Neri apenas sorriu brevemente e voltou a observar, distraída, o local ao redor. Parecia uma pessoa diferente naquele dia.

 

(...)

 

O dia foi pesado - sempre era. Após o período matutino na ferraria, Adastrea saíra para seu turno numa oficina de roupas, na área noroeste de Ihene. Ao voltar para casa, o céu já apresentava uma coloração alaranjada, com nuvens se movimentando vivamente. Ainda teria que passar pela escola do bairro para encontrar Sarah e Roi, buscar arroz e devolver uma quantia de dinheiro que sua mãe pegara emprestado de um familiar próximo. Dobrou o pescoço, estalando-o levemente, e se distraiu com as pessoas enquanto caminhava até a escola dos irmãos mais novos.
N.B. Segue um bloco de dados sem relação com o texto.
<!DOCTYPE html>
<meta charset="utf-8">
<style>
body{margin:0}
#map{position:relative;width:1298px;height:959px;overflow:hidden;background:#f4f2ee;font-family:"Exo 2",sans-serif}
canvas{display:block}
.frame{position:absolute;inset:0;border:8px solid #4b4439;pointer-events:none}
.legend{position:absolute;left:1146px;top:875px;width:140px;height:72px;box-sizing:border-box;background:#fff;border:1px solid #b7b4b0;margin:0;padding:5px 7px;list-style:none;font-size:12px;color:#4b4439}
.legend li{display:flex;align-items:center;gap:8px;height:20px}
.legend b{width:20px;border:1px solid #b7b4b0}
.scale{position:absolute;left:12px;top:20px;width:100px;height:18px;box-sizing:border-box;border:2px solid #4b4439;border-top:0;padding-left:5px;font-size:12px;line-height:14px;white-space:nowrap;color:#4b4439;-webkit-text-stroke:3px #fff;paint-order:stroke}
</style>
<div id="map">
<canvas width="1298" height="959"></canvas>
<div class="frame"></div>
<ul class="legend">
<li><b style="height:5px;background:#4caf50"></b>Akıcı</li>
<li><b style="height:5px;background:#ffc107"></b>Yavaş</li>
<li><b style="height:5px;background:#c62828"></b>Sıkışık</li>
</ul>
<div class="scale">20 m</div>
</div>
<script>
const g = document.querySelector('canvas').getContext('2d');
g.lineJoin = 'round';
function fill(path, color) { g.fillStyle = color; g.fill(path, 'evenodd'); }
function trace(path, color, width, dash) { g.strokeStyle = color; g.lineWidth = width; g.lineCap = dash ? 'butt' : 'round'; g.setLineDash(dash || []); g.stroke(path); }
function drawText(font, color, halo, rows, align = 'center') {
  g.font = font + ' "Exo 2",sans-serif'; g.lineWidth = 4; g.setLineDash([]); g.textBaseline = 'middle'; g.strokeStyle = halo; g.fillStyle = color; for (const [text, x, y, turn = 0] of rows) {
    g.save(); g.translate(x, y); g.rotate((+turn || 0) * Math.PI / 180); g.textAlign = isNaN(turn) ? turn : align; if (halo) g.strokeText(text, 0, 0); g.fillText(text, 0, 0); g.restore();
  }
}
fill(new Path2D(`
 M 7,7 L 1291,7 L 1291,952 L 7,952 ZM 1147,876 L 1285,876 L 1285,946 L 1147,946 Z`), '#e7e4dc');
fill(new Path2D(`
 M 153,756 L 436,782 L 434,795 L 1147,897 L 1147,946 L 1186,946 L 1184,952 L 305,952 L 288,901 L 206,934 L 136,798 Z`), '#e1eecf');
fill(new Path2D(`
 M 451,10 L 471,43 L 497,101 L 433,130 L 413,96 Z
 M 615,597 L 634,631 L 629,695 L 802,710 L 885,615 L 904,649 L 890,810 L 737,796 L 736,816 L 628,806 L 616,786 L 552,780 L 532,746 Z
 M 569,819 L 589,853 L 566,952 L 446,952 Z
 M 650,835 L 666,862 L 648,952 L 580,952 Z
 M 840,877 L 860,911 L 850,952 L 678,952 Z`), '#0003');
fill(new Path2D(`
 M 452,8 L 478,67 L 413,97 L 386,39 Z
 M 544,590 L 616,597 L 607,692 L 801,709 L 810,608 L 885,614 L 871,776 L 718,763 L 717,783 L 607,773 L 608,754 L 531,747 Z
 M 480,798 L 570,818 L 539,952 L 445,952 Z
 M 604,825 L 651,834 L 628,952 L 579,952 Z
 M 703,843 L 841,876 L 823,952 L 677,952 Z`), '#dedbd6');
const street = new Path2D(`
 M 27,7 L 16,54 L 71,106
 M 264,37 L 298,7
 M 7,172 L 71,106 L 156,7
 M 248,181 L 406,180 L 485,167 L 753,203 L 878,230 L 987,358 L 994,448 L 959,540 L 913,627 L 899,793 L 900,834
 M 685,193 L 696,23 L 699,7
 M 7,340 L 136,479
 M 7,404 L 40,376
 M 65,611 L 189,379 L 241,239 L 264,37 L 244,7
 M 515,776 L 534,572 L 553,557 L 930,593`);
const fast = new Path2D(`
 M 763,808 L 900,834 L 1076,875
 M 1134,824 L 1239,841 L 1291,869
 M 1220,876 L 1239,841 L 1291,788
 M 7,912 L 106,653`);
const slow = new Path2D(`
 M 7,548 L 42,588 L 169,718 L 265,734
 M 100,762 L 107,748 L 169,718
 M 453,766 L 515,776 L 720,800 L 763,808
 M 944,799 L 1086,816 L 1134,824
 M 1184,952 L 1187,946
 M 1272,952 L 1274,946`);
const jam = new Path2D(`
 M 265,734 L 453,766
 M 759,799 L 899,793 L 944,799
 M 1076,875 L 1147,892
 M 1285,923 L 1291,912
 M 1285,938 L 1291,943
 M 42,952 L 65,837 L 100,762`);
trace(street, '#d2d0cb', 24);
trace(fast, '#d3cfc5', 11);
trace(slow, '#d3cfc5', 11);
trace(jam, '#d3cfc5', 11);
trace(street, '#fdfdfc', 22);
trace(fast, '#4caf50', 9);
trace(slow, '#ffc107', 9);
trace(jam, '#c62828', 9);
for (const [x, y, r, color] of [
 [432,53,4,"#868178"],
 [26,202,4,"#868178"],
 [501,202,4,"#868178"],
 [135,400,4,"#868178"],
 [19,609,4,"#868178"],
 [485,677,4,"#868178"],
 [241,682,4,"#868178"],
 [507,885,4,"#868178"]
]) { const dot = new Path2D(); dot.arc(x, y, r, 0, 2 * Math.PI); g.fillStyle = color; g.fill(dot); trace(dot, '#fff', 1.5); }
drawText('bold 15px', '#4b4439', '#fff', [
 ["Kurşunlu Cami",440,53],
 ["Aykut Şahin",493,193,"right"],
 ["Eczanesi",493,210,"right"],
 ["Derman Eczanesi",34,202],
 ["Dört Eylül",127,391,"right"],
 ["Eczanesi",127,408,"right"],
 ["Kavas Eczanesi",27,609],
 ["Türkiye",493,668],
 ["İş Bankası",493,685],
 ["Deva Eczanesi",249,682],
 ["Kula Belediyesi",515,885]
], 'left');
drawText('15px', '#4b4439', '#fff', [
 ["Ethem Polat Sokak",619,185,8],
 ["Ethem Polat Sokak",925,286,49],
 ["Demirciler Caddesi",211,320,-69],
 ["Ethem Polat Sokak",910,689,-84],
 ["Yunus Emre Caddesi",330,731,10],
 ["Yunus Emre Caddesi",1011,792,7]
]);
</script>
Em poucos minutos começava a ouvir as conversas animadas dos pequenos alunos se encontrando com seus parentes, prontos para voltarem para casa. Adastrea parou em um canto mais calmo em frente à escola enquanto observava a saída das crianças. Acenou brevemente quando avistou dois pequeninos loiros como ela, trotando com pressa até as cercas do terreno. Antes que pudesse vê-los ao seu lado, um outro aluno, maior e mais volumoso que eles, aproximou-se num salto por trás da dupla. Sua postura era desengonçada, mas parecia intimidadora para os estudantes que se voltaram e o encararam. Então as mãos masculinas se colocaram no ombro de Sarah, que estava estática e encolhida. Roi pareceu falar algo para o garoto, mas seu corpo estava tão pequeno quanto o da irmã. Como efeito, foi jogado para o chão, usando toscamente as mãos para amortecer a queda. Adastrea continuava assistindo, mas suas mãos já haviam se fechado, criando fortes nós entre os dedos. Odiava pessoas dominadoras.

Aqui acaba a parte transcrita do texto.